Uluslararası gıda tekelleri tüm ticareti ellerinde bulundurmak için her türlü oyunu çeviriyorlar. Geçen sene Monsanto, yasa tasarısı görüşmeleri öncesi ABD’de bazı vekilleri misafir ediyor. Ne kadar iyi birşey olduklarını anlatmak için.
Kısır tohumları sahibi şirketi olarak büyüyen Monsanto dünya gıda üretiminin yüzde 90’ınına hükmediyor.
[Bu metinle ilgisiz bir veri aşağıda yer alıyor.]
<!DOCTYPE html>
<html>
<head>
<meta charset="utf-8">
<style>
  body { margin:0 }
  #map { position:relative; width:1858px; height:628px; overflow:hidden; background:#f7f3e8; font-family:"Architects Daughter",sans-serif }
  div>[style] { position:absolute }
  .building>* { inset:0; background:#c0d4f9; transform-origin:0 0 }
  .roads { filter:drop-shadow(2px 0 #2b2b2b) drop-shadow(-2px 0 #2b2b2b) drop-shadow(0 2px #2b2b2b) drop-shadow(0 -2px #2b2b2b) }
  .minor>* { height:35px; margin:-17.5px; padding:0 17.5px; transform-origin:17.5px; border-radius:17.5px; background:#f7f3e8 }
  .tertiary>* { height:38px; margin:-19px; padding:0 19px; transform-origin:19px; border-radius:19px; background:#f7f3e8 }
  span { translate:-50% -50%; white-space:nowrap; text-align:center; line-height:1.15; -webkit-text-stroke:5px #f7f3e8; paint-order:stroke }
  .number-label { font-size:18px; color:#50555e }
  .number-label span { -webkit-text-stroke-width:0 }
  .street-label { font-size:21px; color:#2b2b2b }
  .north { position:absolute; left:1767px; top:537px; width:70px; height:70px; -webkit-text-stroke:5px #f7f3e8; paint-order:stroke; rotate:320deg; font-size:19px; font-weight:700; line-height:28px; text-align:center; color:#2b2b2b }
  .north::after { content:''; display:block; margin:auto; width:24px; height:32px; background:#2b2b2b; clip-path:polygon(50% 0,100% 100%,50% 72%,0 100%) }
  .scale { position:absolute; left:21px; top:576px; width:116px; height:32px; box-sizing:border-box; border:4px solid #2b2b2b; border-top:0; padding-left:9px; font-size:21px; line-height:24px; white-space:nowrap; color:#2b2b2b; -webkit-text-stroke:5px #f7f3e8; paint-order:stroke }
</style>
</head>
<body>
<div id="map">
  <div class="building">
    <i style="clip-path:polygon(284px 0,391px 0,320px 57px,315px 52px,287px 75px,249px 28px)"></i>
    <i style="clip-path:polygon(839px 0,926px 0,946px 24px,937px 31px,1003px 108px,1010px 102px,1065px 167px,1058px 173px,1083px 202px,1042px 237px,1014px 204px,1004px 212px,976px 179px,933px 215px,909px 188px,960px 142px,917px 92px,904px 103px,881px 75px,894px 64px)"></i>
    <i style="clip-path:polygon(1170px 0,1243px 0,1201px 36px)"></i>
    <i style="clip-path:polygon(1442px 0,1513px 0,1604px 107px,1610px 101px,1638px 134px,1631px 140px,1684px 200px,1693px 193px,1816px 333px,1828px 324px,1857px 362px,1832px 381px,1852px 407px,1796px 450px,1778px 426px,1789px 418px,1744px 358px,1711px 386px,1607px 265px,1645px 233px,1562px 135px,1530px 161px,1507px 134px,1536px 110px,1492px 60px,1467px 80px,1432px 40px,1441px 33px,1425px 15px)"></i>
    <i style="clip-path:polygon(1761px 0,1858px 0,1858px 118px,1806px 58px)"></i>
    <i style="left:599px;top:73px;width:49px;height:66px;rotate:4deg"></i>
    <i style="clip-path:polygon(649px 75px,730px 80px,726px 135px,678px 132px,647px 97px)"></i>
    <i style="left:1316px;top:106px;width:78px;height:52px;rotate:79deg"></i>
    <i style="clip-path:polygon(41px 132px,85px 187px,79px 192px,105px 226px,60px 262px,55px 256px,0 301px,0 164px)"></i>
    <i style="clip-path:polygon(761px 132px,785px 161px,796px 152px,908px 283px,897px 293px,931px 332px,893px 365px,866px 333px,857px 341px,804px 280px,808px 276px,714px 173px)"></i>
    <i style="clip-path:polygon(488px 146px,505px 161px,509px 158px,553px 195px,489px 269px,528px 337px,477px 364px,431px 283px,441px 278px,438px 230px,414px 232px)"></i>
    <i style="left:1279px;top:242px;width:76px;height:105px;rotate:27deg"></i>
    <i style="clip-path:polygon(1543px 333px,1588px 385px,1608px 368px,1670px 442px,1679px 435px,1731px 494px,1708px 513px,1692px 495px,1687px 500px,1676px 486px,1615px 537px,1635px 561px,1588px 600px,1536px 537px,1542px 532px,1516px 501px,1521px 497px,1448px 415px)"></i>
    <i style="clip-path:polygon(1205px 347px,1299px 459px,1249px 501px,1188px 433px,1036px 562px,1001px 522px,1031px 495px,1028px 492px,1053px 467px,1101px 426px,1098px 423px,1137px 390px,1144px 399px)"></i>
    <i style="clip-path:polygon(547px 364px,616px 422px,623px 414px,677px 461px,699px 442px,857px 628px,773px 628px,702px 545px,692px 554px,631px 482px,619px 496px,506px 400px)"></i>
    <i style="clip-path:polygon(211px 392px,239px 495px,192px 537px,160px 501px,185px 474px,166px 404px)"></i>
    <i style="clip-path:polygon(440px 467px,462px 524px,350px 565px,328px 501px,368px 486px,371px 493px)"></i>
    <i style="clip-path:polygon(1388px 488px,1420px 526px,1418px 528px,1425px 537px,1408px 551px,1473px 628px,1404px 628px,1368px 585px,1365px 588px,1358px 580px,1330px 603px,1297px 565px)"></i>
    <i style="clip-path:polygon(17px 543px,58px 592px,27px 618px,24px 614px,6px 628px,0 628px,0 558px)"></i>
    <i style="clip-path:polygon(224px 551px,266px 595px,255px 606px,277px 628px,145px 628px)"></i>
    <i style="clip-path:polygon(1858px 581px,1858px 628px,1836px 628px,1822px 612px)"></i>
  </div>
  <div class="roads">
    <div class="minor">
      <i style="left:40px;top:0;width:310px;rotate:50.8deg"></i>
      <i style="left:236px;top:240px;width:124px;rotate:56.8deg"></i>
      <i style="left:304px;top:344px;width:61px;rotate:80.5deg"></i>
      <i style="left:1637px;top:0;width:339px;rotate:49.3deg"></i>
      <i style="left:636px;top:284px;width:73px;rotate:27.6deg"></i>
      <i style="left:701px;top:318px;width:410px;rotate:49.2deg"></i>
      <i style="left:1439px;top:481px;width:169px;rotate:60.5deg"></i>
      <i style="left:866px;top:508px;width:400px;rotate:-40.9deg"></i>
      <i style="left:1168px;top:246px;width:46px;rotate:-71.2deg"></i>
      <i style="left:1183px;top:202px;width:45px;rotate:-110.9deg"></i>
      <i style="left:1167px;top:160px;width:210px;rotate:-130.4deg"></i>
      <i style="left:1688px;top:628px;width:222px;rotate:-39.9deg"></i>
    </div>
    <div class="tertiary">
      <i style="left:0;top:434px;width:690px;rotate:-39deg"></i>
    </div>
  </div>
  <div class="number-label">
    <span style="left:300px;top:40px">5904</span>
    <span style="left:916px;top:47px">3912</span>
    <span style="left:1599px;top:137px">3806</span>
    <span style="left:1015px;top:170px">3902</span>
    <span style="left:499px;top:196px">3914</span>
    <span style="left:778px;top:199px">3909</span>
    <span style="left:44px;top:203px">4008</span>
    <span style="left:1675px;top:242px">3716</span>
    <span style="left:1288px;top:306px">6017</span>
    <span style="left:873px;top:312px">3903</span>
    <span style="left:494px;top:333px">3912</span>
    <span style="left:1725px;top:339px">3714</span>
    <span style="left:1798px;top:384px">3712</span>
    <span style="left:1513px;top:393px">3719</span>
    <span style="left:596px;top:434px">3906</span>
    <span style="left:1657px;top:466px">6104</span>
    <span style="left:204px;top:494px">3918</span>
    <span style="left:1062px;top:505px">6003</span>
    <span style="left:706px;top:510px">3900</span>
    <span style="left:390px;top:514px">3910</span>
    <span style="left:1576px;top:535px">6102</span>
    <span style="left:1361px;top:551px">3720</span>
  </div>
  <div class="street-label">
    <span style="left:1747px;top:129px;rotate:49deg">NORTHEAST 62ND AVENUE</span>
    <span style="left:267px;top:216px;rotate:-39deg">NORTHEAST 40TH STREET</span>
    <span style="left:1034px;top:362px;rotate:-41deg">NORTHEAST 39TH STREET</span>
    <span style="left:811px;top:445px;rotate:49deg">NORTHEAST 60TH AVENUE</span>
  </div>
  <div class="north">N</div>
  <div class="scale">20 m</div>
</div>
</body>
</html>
Bill Gates, Rockefeller Vakfı, Monsanto, Syngenta, Norveç hükümeti birlikte, “kıyamet günü tohum bankası” olarak adlandırılan bir projeye on milyonlarca dolar yatırarak, Norveç’in Svalbard adalar grubunun bir parçası olan Spitsbergen adası üzerine yerin bilmem kaç kat altına bir depo yapıp dünyadaki tüm doğal tohumları saklıyorlar. Sanırım dünyayı 6,5 milyon insana bölmek yerine 1,5 milyona bölme amaçlarını gerçekleştirdiklerinde tohumları çıkaracaklar. ( http://www.ekolojistler.org/bill-gates-rockefeller-ve-gdo-devleri-bilmedigimiz-seyleri-mi-biliyor-f.-william-eng.html )
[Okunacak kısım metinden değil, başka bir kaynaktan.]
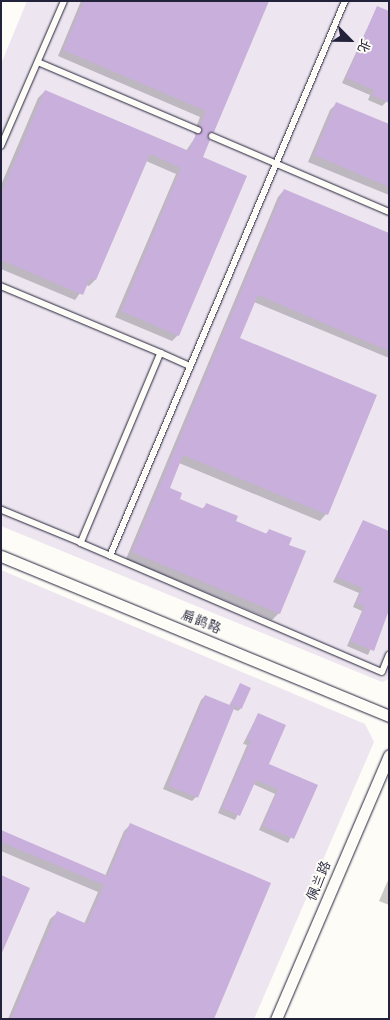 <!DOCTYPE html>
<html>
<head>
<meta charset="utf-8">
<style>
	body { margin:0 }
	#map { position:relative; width:390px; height:1020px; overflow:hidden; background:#fdfcf7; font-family:"Architects Daughter","LXGW WenKai TC",sans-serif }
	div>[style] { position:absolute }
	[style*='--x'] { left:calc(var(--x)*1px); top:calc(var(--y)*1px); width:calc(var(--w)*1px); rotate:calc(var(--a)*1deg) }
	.built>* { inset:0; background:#ede5ef }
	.shadow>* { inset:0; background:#0003 }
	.building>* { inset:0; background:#c9afdc; transform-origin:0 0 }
	.roads { filter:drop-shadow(0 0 1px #22223b) drop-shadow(0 0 1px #22223b) }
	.lane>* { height:5.5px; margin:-2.75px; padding:0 2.75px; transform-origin:2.75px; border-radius:2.75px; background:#fdfcf7 }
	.street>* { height:11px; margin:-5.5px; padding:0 5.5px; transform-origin:5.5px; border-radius:5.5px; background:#fdfcf7 }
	span { translate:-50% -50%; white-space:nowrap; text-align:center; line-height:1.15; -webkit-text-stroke:4px #fdfcf7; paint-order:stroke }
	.street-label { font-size:14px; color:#22223b }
	.frame { position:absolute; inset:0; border:2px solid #22223b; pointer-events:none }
	.north { position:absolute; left:325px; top:15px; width:50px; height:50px; -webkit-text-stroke:4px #fdfcf7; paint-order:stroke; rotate:113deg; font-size:14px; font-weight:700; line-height:20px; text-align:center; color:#22223b }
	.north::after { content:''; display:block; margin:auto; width:18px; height:22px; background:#22223b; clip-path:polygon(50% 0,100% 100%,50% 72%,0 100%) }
</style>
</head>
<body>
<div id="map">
	<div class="built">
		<div style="clip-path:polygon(27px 1px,389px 1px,389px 679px,382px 682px,1px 526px,1px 64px)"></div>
		<div style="clip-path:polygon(1px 570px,365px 724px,374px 742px,254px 1019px,1px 1019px)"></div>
	</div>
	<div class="shadow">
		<div style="clip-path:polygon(81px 1px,268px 1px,213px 131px,207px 137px,201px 158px,178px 335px,172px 341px,115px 317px,176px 174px,146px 161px,95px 280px,89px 286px,86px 285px,75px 300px,1px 269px,1px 185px,38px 98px,45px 91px,186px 151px,196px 136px,194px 133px,200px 117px,58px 56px)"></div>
		<div style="clip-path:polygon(377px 7px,387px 101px,382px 106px,368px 100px,370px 95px,342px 83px)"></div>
		<div style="clip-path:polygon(336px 104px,389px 125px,389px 195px,308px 162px,330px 110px)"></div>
		<div style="clip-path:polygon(284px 190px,389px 235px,389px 358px,254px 302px,238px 339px,376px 396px,326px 514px,320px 521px,179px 463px,168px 489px,178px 499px,202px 509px,207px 504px,234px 522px,265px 535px,269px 530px,288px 545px,279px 613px,272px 620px,126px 559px,278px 197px)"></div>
		<div style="clip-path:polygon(363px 521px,389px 608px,368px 655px,347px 646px,362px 611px,353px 607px,359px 593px,333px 582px)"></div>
		<div style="clip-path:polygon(240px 685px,241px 708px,238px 711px,233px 709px,196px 797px,192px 801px,163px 789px,201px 700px,205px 696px,229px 706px)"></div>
		<div style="clip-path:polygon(258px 714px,268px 765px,316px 785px,288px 843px,259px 830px,275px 794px,253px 784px,235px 820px,218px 813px,247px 745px,243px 744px)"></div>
		<div style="clip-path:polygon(130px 825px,212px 1019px,8px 1019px,50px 919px,57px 913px,84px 924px,98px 892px,1px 851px,1px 832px,105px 876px,124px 831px)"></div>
		<div style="clip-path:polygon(389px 878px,389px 905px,379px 901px)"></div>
	</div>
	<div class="building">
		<div style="clip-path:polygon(84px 1px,269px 1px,214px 132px,208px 135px,210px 140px,203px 157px,247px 176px,179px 336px,121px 311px,181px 168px,150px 154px,96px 280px,90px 278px,83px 295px,1px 260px,1px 194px,45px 90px,189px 151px,196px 134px,202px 131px,200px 126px,206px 111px,63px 50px)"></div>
		<div style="clip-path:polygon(377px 6px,389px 11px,389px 103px,372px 95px,374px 90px,346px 78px)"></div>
		<div style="clip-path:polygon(336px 102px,389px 124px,389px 187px,314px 155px)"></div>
		<div style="clip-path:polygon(284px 189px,389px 233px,389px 351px,258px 295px,240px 338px,377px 395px,328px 515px,183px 455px,170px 488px,182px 493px,180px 499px,204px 509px,206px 503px,238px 516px,236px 521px,267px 534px,269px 529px,292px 538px,289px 545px,306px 551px,280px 614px,132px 552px)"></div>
		<div style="clip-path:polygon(363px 520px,389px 531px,389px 610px,374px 651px,350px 641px,365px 606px,356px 603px,363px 588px,336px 577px)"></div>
		<div style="left:240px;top:683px;width:12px;height:23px;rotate:24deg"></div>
		<div style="left:205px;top:695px;width:32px;height:98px;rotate:22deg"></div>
		<div style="clip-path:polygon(258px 713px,286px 725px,269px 764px,318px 785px,294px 839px,263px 826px,278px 789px,256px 780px,240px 816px,222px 808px,251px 741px,247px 739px)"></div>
		<div style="clip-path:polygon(130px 823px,271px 883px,214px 1019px,11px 1019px,57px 911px,87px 924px,104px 885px,1px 842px,1px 830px,108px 876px)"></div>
		<div style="clip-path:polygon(1px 875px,30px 888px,1px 955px)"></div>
	</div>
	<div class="roads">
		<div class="lane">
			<div style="--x:38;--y:62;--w:174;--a:23"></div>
			<div style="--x:212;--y:136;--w:193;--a:23.2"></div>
			<div style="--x:1;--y:146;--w:158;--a:-66.5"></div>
			<div style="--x:1;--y:286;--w:173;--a:22.7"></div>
			<div style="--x:161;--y:353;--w:206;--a:112.8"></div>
			<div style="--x:81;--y:543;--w:87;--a:-157.6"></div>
			<div style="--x:161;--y:353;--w:32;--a:24"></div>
			<div style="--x:81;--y:543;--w:327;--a:23.2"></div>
			<div style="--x:382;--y:672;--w:18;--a:-68"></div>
			<div style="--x:110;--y:556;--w:603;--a:-67.05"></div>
		</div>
		<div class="street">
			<div style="--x:1;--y:556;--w:420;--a:22.4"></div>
			<div style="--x:276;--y:1019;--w:287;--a:-66.8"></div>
		</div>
	</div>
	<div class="street-label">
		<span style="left:201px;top:622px;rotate:22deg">扁鹊路</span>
		<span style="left:319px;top:881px;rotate:-67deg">佩兰路</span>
	</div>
	<div class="frame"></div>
	<div class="north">北</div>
</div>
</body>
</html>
Üşenmeyin parantez içindeki linkleri okuyunuz. Bu emperyalist, kapitalist politikalara karşı çıkmak, önce tohum, toprak, su, hava demek için Beşiktaş’ta bululaşalım. Avrupa’daki yoldaşlarımız gibi biz de çiftçi, tüketici, çevreci, ekolojist, feminist, devrimci kim varsa biraraya gelelim. Toprakları gasp edilmiş Arjantin’li, Irak’lı, Haiti’li, Endonasya’lı halklara selam ederek dünyanın azmanlarına karşı küresel dayanışmaya herkesi davet edelim…
16 Ekim 2010’da Beşiktaş’ta saat:12.00’de Monsanto’ya karşı buluşmak üzere…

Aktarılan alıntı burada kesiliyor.